BEGIN Study material
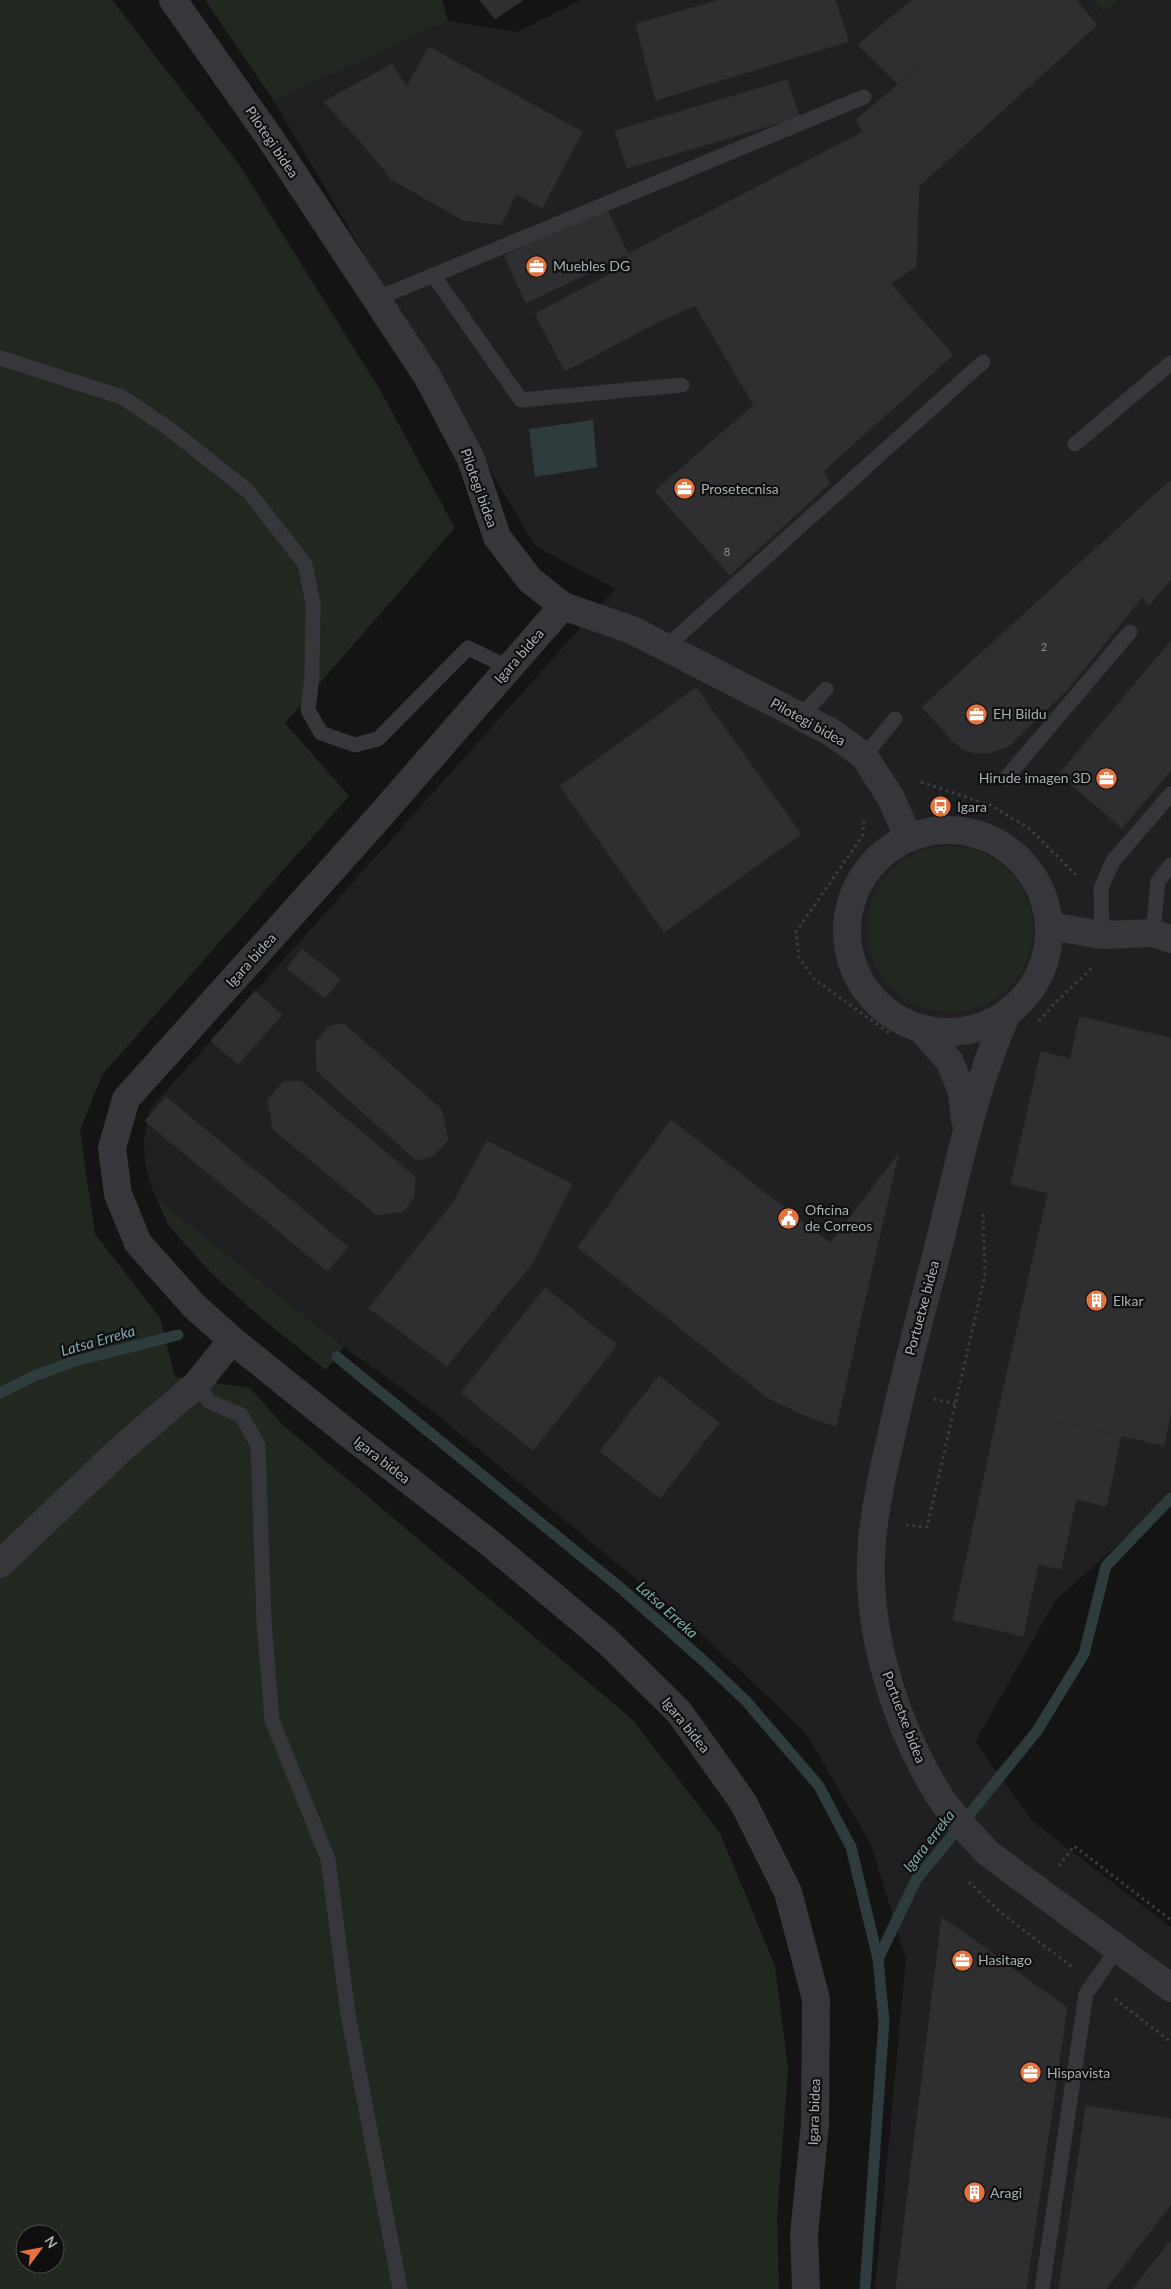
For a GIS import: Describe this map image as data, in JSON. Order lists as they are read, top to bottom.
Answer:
{
  "streets": {
    "street": ["Pilotegi bidea", "Igara bidea", "Portuetxe bidea"]
  },
  "crossings": [
    ["Pilotegi bidea", "Igara bidea"]
  ],
  "water": ["Latsa Erreka", "Igara erreka"],
  "places": {
    "office": [
      "Muebles DG",
      "Prosetecnisa",
      "EH Bildu",
      "Hirude imagen 3D",
      "Hasitago",
      "Hispavista"
    ],
    "bus stop": ["Igara"],
    "public building": ["Oficina de Correos"],
    "building": ["Elkar", "Aragi"]
  },
  "house_numbers": ["8", "2"],
  "north": "top right"
}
END Study material
* **Problem**
Without including any picture, output all the material exactly as it appears.

* **Written response**
For a GIS import: Describe this map image as data, in JSON. Order lists as they are read, top to bottom.
Answer:
{
  "streets": {
    "street": ["Pilotegi bidea", "Igara bidea", "Portuetxe bidea"]
  },
  "crossings": [
    ["Pilotegi bidea", "Igara bidea"]
  ],
  "water": ["Latsa Erreka", "Igara erreka"],
  "places": {
    "office": [
      "Muebles DG",
      "Prosetecnisa",
      "EH Bildu",
      "Hirude imagen 3D",
      "Hasitago",
      "Hispavista"
    ],
    "bus stop": ["Igara"],
    "public building": ["Oficina de Correos"],
    "building": ["Elkar", "Aragi"]
  },
  "house_numbers": ["8", "2"],
  "north": "top right"
}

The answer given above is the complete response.